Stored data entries
--------------------------------

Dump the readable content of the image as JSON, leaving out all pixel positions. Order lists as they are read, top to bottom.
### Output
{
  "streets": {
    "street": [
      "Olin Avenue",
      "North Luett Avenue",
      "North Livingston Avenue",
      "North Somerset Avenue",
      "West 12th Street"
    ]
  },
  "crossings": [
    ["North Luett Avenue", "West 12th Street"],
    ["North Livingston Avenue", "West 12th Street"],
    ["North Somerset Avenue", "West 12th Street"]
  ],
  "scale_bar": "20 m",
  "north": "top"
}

--------------------------------

--- Assignment ---
What is needed is an exact copy of all the records above.

--- Answer to this task ---
Dump the readable content of the image as JSON, leaving out all pixel positions. Order lists as they are read, top to bottom.
### Output
{
  "streets": {
    "street": [
      "Olin Avenue",
      "North Luett Avenue",
      "North Livingston Avenue",
      "North Somerset Avenue",
      "West 12th Street"
    ]
  },
  "crossings": [
    ["North Luett Avenue", "West 12th Street"],
    ["North Livingston Avenue", "West 12th Street"],
    ["North Somerset Avenue", "West 12th Street"]
  ],
  "scale_bar": "20 m",
  "north": "top"
}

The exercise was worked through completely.